'''

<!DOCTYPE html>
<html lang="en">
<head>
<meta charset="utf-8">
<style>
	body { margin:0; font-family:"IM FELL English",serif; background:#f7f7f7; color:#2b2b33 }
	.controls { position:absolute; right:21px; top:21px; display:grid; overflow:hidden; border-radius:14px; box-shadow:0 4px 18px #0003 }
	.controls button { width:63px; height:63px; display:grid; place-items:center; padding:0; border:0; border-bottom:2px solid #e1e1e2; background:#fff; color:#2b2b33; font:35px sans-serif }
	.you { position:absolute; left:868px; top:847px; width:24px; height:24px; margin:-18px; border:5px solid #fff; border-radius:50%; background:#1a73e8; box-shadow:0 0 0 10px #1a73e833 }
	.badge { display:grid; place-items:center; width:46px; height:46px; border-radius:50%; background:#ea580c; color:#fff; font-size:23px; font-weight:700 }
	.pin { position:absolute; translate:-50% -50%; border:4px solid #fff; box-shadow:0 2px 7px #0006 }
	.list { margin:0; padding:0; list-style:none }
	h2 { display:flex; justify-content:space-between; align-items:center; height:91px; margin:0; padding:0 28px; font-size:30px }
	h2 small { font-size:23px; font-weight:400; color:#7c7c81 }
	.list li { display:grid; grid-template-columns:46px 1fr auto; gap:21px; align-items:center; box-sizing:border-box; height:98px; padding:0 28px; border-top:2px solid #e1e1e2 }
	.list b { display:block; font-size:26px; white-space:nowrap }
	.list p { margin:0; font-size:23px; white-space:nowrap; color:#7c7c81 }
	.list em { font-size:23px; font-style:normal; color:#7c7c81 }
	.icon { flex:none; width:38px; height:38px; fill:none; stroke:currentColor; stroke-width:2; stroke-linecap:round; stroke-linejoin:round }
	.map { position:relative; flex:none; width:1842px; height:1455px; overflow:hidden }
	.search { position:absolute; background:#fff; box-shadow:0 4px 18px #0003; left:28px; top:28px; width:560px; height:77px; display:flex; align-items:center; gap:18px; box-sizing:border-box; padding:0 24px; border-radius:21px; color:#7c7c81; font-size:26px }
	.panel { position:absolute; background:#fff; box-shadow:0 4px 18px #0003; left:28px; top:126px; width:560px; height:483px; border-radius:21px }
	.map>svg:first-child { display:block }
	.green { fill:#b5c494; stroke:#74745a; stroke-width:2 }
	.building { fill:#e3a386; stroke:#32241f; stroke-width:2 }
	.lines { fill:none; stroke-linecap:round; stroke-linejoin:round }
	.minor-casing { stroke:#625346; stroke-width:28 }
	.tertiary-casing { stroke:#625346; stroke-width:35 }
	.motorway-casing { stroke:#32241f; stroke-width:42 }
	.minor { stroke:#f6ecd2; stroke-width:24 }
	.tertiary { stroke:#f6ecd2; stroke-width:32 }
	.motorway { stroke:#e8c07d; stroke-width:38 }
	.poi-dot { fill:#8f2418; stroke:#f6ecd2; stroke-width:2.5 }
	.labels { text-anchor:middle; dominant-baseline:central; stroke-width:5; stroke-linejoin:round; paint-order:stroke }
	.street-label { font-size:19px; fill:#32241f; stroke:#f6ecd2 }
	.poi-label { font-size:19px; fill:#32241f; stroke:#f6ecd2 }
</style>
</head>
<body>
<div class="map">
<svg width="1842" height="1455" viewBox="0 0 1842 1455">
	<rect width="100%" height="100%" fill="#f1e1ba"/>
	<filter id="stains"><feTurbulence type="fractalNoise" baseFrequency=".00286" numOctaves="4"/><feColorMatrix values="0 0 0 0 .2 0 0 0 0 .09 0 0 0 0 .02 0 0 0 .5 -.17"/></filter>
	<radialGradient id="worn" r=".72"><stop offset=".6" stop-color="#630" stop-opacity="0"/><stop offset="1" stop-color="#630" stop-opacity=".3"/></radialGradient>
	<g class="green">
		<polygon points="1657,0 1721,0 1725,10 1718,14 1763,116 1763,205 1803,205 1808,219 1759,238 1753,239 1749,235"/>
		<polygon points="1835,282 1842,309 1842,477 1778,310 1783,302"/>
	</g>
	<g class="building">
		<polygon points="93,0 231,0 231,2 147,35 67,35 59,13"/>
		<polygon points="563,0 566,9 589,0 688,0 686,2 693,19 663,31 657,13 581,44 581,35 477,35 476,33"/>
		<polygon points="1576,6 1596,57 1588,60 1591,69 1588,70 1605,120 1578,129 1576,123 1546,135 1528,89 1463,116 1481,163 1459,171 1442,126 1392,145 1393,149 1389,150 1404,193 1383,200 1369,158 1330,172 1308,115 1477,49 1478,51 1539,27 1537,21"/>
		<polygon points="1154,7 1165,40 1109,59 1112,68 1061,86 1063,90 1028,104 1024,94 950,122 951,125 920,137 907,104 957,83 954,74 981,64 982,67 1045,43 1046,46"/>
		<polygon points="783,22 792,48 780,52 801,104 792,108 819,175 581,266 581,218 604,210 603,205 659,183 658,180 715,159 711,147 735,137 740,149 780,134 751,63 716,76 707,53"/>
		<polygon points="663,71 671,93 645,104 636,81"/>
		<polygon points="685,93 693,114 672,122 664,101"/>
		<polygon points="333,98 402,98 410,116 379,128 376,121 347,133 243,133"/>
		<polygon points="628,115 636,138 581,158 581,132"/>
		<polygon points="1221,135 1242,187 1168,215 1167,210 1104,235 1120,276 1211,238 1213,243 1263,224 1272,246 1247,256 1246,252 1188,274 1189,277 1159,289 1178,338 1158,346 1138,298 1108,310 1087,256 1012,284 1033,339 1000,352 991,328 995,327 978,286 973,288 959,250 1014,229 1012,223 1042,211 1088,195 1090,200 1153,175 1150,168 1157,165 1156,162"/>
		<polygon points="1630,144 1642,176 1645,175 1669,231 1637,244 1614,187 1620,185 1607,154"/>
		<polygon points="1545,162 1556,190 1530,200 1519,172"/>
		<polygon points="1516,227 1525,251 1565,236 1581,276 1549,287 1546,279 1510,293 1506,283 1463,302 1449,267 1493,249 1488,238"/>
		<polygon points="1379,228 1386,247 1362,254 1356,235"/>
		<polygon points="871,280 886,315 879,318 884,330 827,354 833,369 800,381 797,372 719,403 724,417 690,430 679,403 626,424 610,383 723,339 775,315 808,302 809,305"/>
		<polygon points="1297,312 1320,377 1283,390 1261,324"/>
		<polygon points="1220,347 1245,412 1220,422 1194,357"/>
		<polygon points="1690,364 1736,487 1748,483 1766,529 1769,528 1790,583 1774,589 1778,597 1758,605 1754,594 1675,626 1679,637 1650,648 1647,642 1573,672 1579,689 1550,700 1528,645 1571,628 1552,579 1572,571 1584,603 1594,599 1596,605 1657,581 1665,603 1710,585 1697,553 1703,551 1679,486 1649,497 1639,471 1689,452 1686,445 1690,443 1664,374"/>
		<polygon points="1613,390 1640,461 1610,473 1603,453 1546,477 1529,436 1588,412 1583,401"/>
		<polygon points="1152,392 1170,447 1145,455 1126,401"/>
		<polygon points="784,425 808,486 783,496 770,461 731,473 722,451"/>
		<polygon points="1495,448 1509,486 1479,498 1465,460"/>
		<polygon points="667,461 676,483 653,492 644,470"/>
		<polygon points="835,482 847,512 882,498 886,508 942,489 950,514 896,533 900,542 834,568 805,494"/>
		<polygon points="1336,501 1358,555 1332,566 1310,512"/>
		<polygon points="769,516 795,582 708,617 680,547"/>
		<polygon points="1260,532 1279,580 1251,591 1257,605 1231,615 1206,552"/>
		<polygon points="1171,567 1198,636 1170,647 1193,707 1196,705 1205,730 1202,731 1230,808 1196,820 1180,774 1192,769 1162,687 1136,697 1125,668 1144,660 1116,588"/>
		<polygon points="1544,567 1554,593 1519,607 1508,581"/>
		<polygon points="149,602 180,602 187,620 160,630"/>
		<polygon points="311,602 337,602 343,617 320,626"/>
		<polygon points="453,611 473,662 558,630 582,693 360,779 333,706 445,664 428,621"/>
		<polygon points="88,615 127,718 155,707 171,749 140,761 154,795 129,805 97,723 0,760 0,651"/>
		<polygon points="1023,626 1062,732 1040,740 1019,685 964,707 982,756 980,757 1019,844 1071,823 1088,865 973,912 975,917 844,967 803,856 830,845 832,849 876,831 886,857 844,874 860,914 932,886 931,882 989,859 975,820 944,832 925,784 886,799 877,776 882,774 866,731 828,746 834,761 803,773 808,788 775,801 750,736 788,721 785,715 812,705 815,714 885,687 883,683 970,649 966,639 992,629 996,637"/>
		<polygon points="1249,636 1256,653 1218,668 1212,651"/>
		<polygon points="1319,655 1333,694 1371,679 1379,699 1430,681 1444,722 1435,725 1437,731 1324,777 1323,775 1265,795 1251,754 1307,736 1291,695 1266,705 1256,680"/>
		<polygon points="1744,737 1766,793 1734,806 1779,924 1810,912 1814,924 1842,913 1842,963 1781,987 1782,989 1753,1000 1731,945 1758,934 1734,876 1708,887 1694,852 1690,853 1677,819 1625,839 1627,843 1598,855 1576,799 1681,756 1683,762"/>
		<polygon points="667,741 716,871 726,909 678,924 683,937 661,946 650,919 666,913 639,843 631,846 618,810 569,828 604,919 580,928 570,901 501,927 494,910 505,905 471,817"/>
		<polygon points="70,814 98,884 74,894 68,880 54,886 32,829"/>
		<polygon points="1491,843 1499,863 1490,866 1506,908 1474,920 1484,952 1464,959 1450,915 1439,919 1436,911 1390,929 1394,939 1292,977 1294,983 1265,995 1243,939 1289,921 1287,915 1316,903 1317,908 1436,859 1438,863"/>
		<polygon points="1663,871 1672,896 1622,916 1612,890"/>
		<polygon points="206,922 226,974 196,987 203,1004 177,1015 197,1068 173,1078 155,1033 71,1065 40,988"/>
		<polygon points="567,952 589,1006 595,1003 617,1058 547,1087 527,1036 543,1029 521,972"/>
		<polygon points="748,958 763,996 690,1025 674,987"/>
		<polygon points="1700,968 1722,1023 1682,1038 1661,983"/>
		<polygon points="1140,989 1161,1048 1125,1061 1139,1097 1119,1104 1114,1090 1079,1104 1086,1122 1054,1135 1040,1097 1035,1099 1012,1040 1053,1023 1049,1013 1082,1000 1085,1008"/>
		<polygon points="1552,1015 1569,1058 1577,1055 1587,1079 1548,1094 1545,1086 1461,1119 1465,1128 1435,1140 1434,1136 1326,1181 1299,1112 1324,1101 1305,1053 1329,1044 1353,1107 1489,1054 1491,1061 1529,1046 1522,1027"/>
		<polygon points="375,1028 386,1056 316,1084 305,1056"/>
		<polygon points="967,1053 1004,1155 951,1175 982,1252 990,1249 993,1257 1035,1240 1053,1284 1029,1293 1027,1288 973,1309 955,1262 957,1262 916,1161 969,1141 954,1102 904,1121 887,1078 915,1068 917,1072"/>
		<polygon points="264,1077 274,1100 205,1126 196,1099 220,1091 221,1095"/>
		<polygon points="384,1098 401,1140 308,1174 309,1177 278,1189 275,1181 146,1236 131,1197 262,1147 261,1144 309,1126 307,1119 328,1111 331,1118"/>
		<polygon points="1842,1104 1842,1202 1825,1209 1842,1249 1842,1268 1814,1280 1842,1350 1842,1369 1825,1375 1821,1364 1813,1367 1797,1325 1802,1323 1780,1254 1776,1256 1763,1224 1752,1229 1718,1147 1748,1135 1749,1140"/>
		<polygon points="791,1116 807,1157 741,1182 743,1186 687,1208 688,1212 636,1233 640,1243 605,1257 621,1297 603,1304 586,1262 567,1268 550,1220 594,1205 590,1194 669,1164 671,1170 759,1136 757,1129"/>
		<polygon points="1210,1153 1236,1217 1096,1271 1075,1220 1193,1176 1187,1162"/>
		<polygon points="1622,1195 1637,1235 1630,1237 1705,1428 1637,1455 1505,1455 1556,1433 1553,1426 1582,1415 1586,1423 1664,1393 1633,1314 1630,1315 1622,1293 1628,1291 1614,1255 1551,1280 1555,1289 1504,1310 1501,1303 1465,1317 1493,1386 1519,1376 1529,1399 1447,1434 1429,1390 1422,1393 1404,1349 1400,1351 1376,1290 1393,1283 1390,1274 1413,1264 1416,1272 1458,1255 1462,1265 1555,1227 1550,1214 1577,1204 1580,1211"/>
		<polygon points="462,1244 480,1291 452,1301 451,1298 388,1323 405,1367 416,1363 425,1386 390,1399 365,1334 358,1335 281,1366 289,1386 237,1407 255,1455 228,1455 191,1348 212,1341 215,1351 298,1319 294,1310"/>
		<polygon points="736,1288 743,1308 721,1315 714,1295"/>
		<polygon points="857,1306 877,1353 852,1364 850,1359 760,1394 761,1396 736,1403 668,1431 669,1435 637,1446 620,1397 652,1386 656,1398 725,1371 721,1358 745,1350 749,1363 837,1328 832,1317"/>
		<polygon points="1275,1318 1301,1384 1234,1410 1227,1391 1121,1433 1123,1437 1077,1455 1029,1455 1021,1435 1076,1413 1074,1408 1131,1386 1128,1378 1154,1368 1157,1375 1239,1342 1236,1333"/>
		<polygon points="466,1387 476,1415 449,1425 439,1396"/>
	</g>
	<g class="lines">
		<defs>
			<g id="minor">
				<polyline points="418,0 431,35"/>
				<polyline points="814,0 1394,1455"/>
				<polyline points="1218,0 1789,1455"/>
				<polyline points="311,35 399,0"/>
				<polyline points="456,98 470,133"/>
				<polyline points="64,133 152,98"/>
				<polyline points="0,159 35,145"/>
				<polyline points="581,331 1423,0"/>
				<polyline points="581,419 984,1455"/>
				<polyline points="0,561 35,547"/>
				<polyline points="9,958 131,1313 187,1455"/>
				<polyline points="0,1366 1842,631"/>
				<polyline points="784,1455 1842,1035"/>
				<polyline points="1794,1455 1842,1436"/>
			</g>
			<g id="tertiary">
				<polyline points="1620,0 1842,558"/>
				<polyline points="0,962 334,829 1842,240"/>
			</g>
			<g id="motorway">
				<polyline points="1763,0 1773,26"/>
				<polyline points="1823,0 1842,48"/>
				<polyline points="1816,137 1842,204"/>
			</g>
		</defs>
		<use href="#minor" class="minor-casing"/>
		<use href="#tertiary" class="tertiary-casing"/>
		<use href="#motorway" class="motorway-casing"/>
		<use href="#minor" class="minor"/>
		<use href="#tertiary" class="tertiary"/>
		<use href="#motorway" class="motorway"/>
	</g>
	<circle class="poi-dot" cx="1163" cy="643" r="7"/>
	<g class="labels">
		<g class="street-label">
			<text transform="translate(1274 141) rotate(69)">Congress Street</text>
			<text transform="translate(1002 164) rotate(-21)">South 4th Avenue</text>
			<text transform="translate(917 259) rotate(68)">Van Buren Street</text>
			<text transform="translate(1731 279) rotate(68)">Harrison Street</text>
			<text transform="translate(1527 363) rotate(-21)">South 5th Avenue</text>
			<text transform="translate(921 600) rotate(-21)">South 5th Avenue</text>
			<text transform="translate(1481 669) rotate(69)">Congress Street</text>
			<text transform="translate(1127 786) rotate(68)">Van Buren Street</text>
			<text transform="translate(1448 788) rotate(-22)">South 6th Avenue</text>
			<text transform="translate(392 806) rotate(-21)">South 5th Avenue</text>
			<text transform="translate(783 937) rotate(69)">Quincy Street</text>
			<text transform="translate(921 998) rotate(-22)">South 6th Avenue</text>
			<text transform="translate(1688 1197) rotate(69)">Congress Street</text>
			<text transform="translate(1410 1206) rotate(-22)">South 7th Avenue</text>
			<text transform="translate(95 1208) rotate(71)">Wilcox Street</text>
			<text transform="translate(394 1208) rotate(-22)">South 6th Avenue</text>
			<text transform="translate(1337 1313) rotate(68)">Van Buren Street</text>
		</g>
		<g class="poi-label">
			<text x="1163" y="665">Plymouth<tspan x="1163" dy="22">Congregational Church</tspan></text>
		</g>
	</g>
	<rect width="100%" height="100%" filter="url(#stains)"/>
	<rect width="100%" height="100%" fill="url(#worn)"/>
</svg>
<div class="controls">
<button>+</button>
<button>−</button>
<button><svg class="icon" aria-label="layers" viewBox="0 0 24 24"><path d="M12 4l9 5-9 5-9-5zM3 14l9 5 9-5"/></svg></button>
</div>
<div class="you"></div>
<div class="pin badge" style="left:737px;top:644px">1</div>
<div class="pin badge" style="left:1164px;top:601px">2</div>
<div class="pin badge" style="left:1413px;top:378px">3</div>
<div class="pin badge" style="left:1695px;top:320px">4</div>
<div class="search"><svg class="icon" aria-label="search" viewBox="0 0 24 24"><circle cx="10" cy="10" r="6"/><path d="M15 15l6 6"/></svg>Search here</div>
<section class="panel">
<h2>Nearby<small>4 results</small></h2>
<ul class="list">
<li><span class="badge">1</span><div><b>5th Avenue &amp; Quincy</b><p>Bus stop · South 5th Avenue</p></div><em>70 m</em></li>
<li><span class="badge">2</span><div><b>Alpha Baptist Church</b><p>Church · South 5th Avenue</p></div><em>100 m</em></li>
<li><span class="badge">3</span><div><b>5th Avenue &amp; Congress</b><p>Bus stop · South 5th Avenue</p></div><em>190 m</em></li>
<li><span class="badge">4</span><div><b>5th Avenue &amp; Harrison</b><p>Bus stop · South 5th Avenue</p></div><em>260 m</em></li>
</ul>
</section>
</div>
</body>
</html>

'''

» **Work instructions**: Transcribe each line of the data above, unaltered, from the one where "display:flex; justify-content:space-between; align-items:center;" appears to the one where "fill:#e3a386; stroke:#32241f; stroke-width:2" appears, inclusive of both.

» **Answer to the exercise**:
	h2 { display:flex; justify-content:space-between; align-items:center; height:91px; margin:0; padding:0 28px; font-size:30px }
	h2 small { font-size:23px; font-weight:400; color:#7c7c81 }
	.list li { display:grid; grid-template-columns:46px 1fr auto; gap:21px; align-items:center; box-sizing:border-box; height:98px; padding:0 28px; border-top:2px solid #e1e1e2 }
	.list b { display:block; font-size:26px; white-space:nowrap }
	.list p { margin:0; font-size:23px; white-space:nowrap; color:#7c7c81 }
	.list em { font-size:23px; font-style:normal; color:#7c7c81 }
	.icon { flex:none; width:38px; height:38px; fill:none; stroke:currentColor; stroke-width:2; stroke-linecap:round; stroke-linejoin:round }
	.map { position:relative; flex:none; width:1842px; height:1455px; overflow:hidden }
	.search { position:absolute; background:#fff; box-shadow:0 4px 18px #0003; left:28px; top:28px; width:560px; height:77px; display:flex; align-items:center; gap:18px; box-sizing:border-box; padding:0 24px; border-radius:21px; color:#7c7c81; font-size:26px }
	.panel { position:absolute; background:#fff; box-shadow:0 4px 18px #0003; left:28px; top:126px; width:560px; height:483px; border-radius:21px }
	.map>svg:first-child { display:block }
	.green { fill:#b5c494; stroke:#74745a; stroke-width:2 }
	.building { fill:#e3a386; stroke:#32241f; stroke-width:2 }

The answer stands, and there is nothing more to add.